Hay una frecuencia en el aire que no todos logramos captar a la primera. Es un pulso distinto, una forma de procesar el mundo que no se rige por el estruendo de lo convencional, sino por la precisión de lo sutil. A menudo, hemos cometido el error de diagnosticar el silencio del otro como una ausencia, cuando en realidad es nuestra propia prisa la que nos impide oír. La frase "ser autista en un mundo sordo de empatía" no es una sentencia de aislamiento, sino un llamado urgente —y profundamente esperanzador— a bajar el volumen del prejuicio para que, por fin, podamos escuchar.

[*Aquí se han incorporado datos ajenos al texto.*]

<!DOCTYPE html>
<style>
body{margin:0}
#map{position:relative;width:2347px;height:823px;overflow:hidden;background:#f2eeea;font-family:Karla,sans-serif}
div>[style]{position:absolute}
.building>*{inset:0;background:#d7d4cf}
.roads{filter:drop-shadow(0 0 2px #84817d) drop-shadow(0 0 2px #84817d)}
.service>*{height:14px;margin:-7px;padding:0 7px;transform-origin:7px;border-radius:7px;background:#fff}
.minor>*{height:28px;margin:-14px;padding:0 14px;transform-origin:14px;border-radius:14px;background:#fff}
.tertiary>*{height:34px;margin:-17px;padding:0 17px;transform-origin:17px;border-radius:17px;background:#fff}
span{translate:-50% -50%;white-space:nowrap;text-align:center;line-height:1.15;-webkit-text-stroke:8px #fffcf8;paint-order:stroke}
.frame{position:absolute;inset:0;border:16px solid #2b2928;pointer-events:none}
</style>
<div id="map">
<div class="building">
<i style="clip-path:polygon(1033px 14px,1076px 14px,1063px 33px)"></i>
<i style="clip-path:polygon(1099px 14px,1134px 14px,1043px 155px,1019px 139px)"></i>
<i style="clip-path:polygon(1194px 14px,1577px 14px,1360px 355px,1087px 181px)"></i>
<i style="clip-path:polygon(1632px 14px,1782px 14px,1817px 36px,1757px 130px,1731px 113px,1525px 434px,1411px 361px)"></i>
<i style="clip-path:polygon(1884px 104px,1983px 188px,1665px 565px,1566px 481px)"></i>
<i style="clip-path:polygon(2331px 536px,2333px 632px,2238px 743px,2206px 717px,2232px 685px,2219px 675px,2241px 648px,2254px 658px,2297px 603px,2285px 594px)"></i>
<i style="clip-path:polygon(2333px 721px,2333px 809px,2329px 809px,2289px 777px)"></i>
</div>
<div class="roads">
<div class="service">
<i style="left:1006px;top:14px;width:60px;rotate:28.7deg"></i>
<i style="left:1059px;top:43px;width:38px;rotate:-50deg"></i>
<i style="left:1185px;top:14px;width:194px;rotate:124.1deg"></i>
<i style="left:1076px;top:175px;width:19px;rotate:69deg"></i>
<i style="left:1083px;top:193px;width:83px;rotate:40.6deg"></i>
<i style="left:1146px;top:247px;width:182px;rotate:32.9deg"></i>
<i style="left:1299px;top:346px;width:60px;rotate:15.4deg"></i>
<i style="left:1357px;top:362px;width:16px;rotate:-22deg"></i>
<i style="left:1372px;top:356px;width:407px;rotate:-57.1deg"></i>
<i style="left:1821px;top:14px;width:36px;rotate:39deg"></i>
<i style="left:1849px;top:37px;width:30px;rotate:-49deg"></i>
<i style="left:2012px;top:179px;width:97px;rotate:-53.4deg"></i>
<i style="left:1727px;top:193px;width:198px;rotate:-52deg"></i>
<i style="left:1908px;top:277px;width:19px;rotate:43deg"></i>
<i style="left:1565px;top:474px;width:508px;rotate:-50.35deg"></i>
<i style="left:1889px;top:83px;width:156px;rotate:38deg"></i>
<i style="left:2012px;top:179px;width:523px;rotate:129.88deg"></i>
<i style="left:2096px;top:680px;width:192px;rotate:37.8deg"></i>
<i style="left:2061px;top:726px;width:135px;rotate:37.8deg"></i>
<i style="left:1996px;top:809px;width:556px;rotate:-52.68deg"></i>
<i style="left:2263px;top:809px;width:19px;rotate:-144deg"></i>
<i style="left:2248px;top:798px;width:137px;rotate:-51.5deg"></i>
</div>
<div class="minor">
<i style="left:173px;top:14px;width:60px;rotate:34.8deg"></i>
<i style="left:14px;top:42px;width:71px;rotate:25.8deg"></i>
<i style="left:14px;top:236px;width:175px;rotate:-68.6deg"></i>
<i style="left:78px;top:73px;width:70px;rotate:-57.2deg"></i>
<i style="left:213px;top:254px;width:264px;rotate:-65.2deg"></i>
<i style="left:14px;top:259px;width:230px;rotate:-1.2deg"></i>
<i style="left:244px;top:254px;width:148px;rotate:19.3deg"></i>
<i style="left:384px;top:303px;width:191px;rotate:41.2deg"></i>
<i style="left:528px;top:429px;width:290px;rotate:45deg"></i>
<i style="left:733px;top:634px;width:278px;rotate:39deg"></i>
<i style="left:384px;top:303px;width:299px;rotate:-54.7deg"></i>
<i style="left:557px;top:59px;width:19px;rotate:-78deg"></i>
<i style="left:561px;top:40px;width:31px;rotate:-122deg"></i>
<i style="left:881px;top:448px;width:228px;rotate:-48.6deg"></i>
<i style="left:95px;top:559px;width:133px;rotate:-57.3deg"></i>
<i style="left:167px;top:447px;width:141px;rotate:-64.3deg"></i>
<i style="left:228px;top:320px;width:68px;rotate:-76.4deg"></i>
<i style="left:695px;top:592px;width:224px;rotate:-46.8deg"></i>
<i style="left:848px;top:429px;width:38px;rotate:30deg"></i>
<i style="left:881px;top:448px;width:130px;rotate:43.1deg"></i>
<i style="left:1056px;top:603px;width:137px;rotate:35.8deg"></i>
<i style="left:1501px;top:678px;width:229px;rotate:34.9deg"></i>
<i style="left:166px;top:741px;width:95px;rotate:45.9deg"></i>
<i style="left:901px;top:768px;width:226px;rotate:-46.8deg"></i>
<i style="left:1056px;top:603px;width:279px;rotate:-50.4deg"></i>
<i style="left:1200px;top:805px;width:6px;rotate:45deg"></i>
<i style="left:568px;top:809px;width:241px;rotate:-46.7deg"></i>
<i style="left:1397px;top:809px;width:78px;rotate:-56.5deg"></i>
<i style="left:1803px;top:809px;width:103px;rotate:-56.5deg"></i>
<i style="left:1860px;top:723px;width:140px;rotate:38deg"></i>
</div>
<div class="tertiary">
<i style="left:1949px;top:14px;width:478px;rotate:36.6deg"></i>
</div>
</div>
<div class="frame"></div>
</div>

En las aulas del Colegio San Patricio, el pasado jueves 2 de abril, esa sordera social comenzó a disiparse bajo papeles y globos de color azul. No fue solo un acto simbólico; fue un ejercicio colectivo de observación y ternura.
La geometría del afecto
Al observar las actividades de nuestra comunidad, uno encuentra esa humanidad en los detalles: en las manos pequeñas que recortaban cartulinas, en las conversaciones que, adaptadas a cada edad, buscaban descifrar qué significa que un compañero perciba la luz o el sonido de una manera más intensa.
La ciencia nos habla hoy de la "Doble Empatía". Nos dice que el puente hacia la inclusión no tiene un solo sentido. No se trata solo de que el niño con TEA "aprenda" a encajar en nuestro mundo ruidoso; se trata de que nosotros, la mayoría neurotípica, aprendamos su lenguaje de señas invisibles, su necesidad de orden y su asombrosa capacidad de enfoque.
El aula como un punto de partida
En la jornada de conmemoración, el colegio se transformó en un espacio de experimentación empática. Mientras los estudiantes recortan manos de distintos colores, lo que realmente estaban construyendo eran "ajustes razonables del corazón".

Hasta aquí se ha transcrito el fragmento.